Has the Catholic Church ever been a great patron of art, like it says in all the art history books? Not really. They weren’t art patrons, they were purchasers of art, in the same way modern ad agencies support legions of commercial artists. They had a story to tell, and they hired the most accomplished artists around to make it seem real. These artists were hired guns, and may or may not have believed it themselves.
That can’t be all the art made in those periods, although it does seem to be about all that made it through. The church was censoring art, no doubt, and limiting commercial trade, probably, but those painters didn’t get that good overnight. Endless annunciations would be boring, but other work from the era hasn’t survived. What we have here is not so much an example of patronage as it is wall-to-wall ‘mind-control,’ using art as a bludgeon, and only now that the spell has lifted can we even consider those paintings purely as art.
These days the role of the church, as the major patron and arbiter of aesthetic tastes, has been assumed by a secular bureaucracy, the NEA, accompanied by a vast academic establishment, and like the church before them, the whole mess supported by all of us. Oh, I know their in-house geniuses organize ‘peer-group’ reviews to pass out government largesse to their own, and that those generous and arbitrary foundation grants are carved from the common tax base, but no need to dwell on that part of it now. Just consider the art. Progressive, perhaps, but it’s good to remember the working translation of the term ‘avant-garde’ is ‘no one likes it,’ because if they did, it would be time to move on to something else. It’s a sad fact that actually producing artwork ordinary people might enjoy and relate to is considered ‘selling out’ to the state-supported crowd.

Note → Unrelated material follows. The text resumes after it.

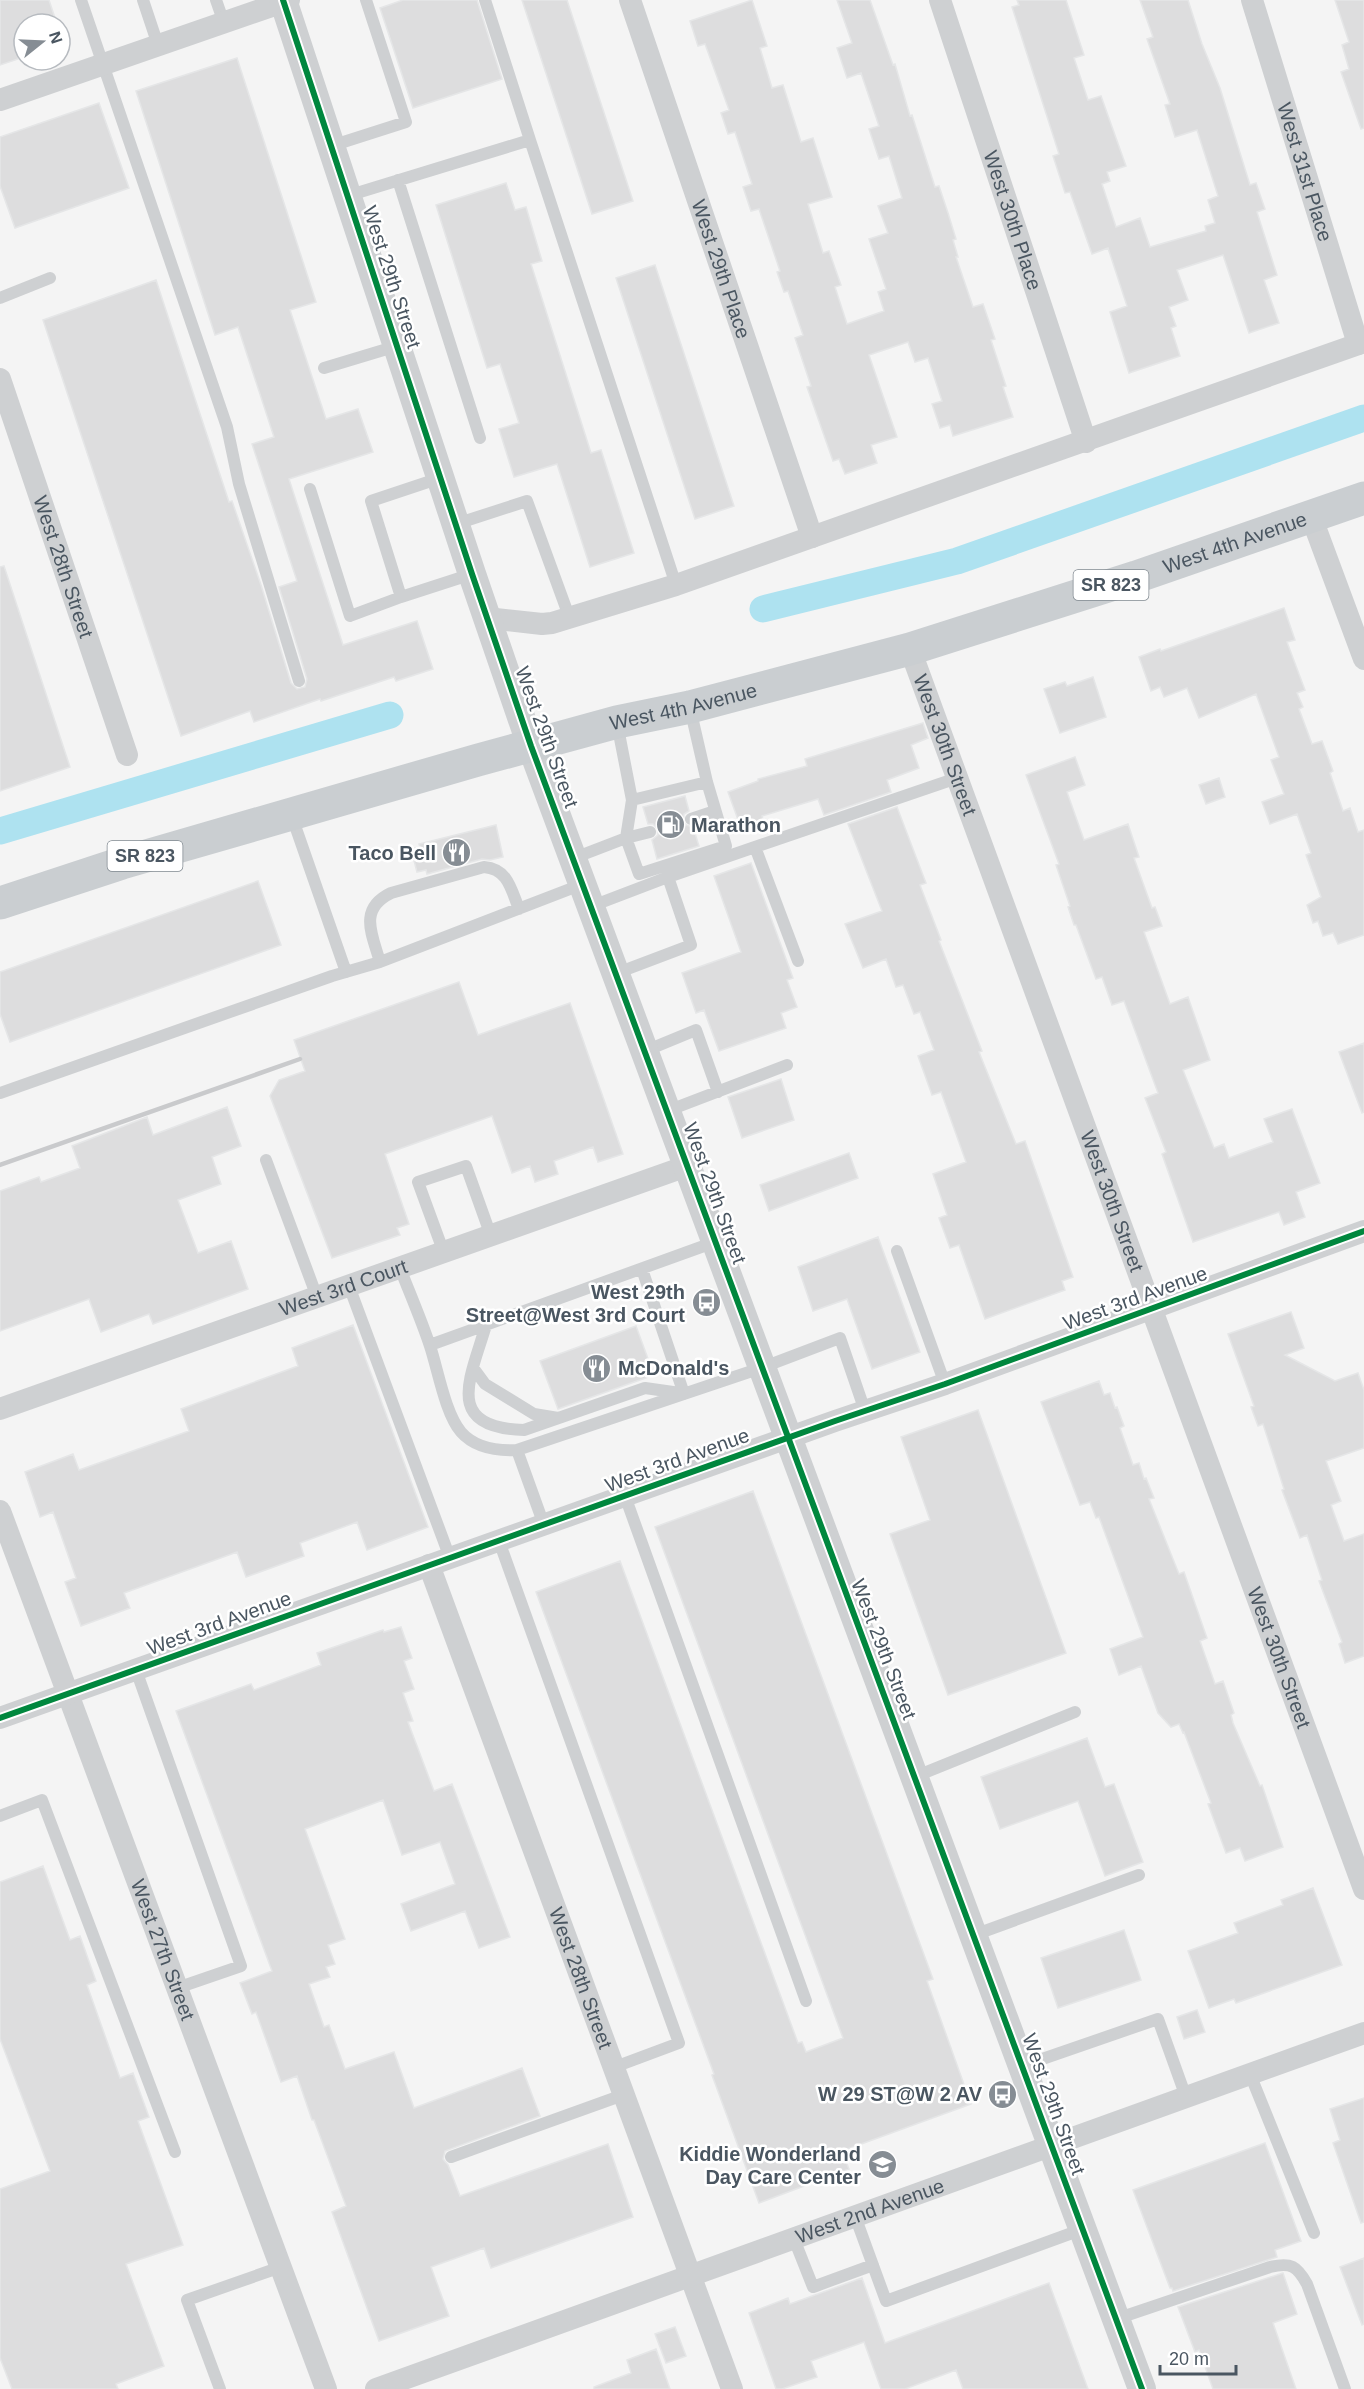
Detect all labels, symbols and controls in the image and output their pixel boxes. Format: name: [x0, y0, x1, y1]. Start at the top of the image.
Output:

Theistic or secular, this notion of patronage from above is too self-serving to be of much use to art, or in any way fair to the general population. Whatever the motive, it’s the mechanism that’s flawed, so please put that money to other uses. Obviously, their help hasn’t helped, since the art they’ve championed hasn’t penetrated the heartland, and independent artists are still working day jobs. There also isn’t much original art up in houses, looks like their messianic mission to elevate the masses has been a failure. Nothing left for non-profits in each hometown, in the face of shrinking government patronage, except to attempt to re-knit the bond between area artists and their neighbors, and to acknowledge and legitimize the earnest efforts of independent studios. Make it a mission to display area-produced artwork in thoughtful, accessible, and informative groupings, friends of art after all.